FIG. 13. Photographs of the sequence of deposits related to May 2008 explosive phase of eruption and subsequent dome collapses between June and November 2008 and in February 2009 preserved along Caldera Creek, a tributary leading from the caldera to Chaitén River. This sequence of deposits, and inferred deposit origins, is shown in schematic section A of figure 12. Scraper is 25 cm long. See text for description of deposits.

Tens of meters downstream of this exposure of multiple deposits, the two brown diamicts, deposits 4 and 6, lie in conformable contact without, or with only a very thin layer of, the intervening brown ash (Fig. 14). Locally, deposit 6 pinches out where deposit 4 forms topographic swells or where overbank deposited lobes (1-1.5 m thick) terminate. In January 2010, the top of deposit 6 was 6 m above, and the top of deposit 4 was 5.5 m above, river level. The base of deposit 4 was obscured by alluvium, but limited exposure was found within 1.5 m of river level. Thus, at this location, deposit 4 was at least 4 m thick. Bark on the upstream-facing sides of trees buried by the diamict deposits is stripped to about 2 m above the maximum deposit level (about 8 m above the channel bed). In addition, moss on the downstream sides of trees is slightly charred.

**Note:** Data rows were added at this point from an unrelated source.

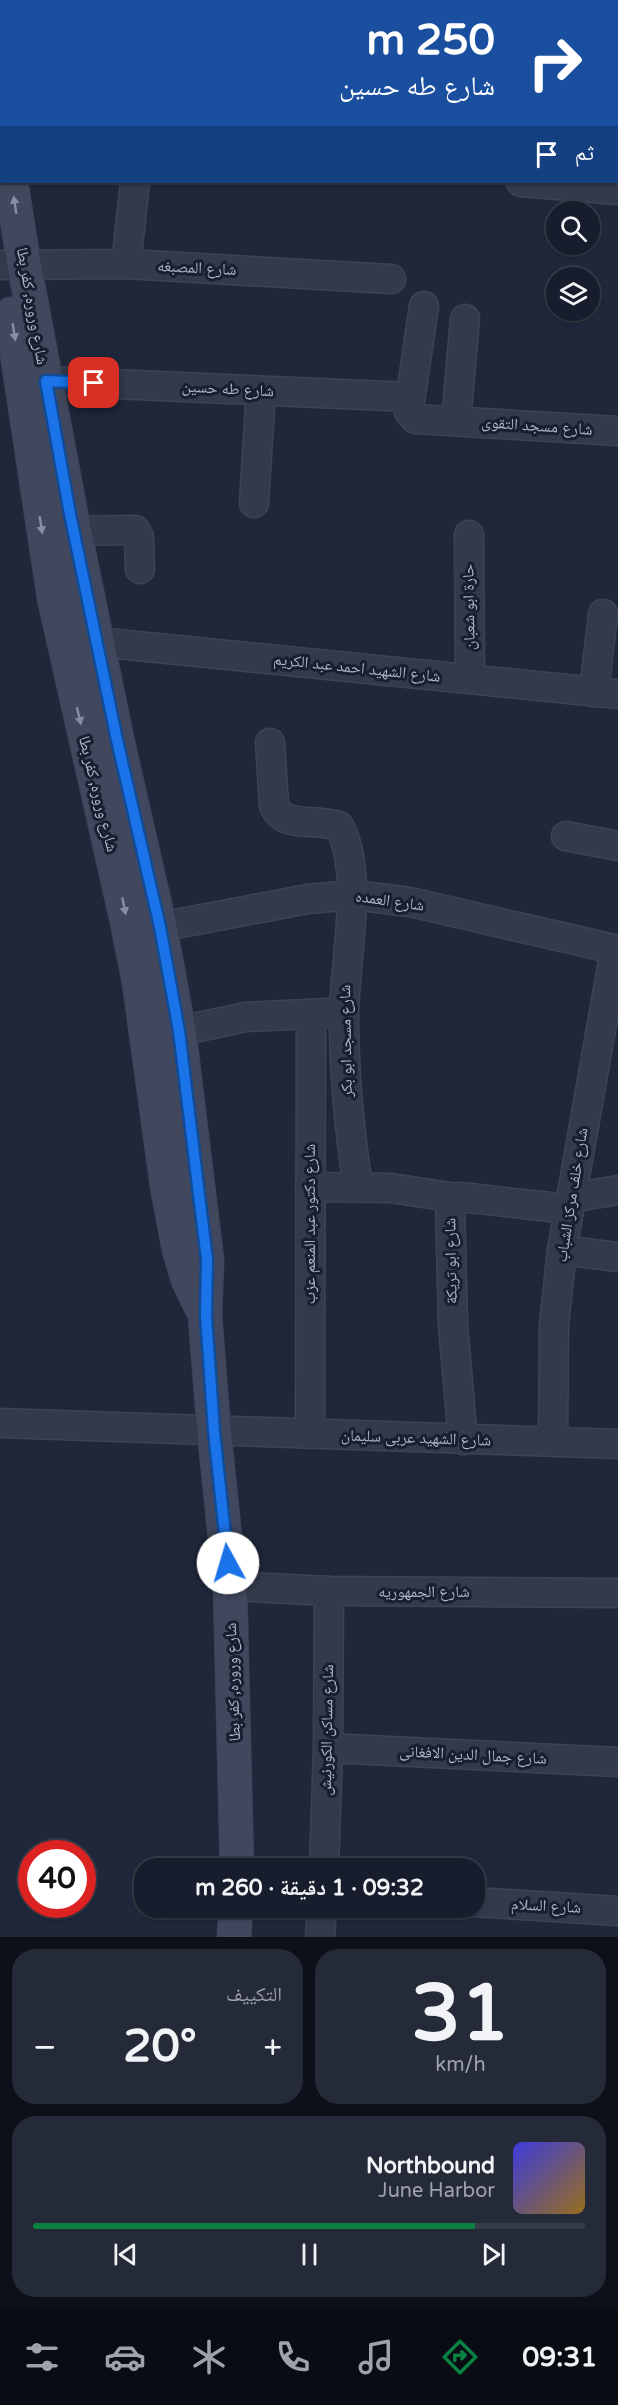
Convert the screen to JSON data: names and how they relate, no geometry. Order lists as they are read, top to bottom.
{
  "streets": {
    "street": [
      "شارع المصبغه",
      "شارع وروره, كفر بطا",
      "شارع طه حسين",
      "شارع مسجد التقوى",
      "حارة ابو شعبان",
      "شارع الشهيد احمد عبد الكريم",
      "شارع العمده",
      "شارع مسجد ابو بكر",
      "شارع خلف مركز الشباب",
      "شارع دكتور عبد المنعم عزب",
      "شارع ابو تريكة",
      "شارع الشهيد عربى سليمان",
      "شارع الجمهوريه",
      "شارع مساكن الكورنيش",
      "شارع جمال الدين الافغانى",
      "شارع السلام"
    ]
  },
  "crossings": [
    ["شارع المصبغه", "شارع وروره, كفر بطا"],
    ["شارع وروره, كفر بطا", "شارع طه حسين"],
    ["شارع وروره, كفر بطا", "شارع الشهيد احمد عبد الكريم"],
    ["شارع وروره, كفر بطا", "شارع العمده"],
    ["شارع وروره, كفر بطا", "شارع الشهيد عربى سليمان"],
    ["شارع وروره, كفر بطا", "شارع الجمهوريه"],
    ["شارع طه حسين", "شارع مسجد التقوى"],
    ["حارة ابو شعبان", "شارع الشهيد احمد عبد الكريم"],
    ["شارع العمده", "شارع مسجد ابو بكر"],
    ["شارع العمده", "شارع خلف مركز الشباب"],
    ["شارع خلف مركز الشباب", "شارع ابو تريكة"],
    ["شارع خلف مركز الشباب", "شارع الشهيد عربى سليمان"],
    ["شارع دكتور عبد المنعم عزب", "شارع الشهيد عربى سليمان"],
    ["شارع ابو تريكة", "شارع الشهيد عربى سليمان"],
    ["شارع الجمهوريه", "شارع مساكن الكورنيش"],
    ["شارع مساكن الكورنيش", "شارع جمال الدين الافغانى"]
  ],
  "page": {
    "turn": ["250 m", "شارع طه حسين"],
    "then": "ثم",
    "limit": "40",
    "trip": "09:32 · 1 دقيقة · 260 m",
    "tile": [
      ["31", "km/h"],
      "التكييف"
    ],
    "heat": ["−", "20°", "+"],
    "song": ["Northbound", "June Harbor"],
    "tabs": "09:31"
  }
}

FIG. 14. Photographs of the two block-and-ash-flow deposits preserved along Caldera Creek upstream of the Chaitén River confluence. These two diamicts are deposited 4 and 6 shown in figure 12 (location A) and figure 13.

In the same general area upstream of the confluence of Caldera Creek and Chaitén River, remnants of an inset alluvial fill, 6 m thick above the January 2010 river level and stratigraphically younger than deposit 6, are preserved. That fill is composed predominantly of horizontally stratified, lithic-and-pumice gravelly sand that contains angular to subangular pebbles and cobbles of rhyolite, older bedrock, and minor subrounded pumice.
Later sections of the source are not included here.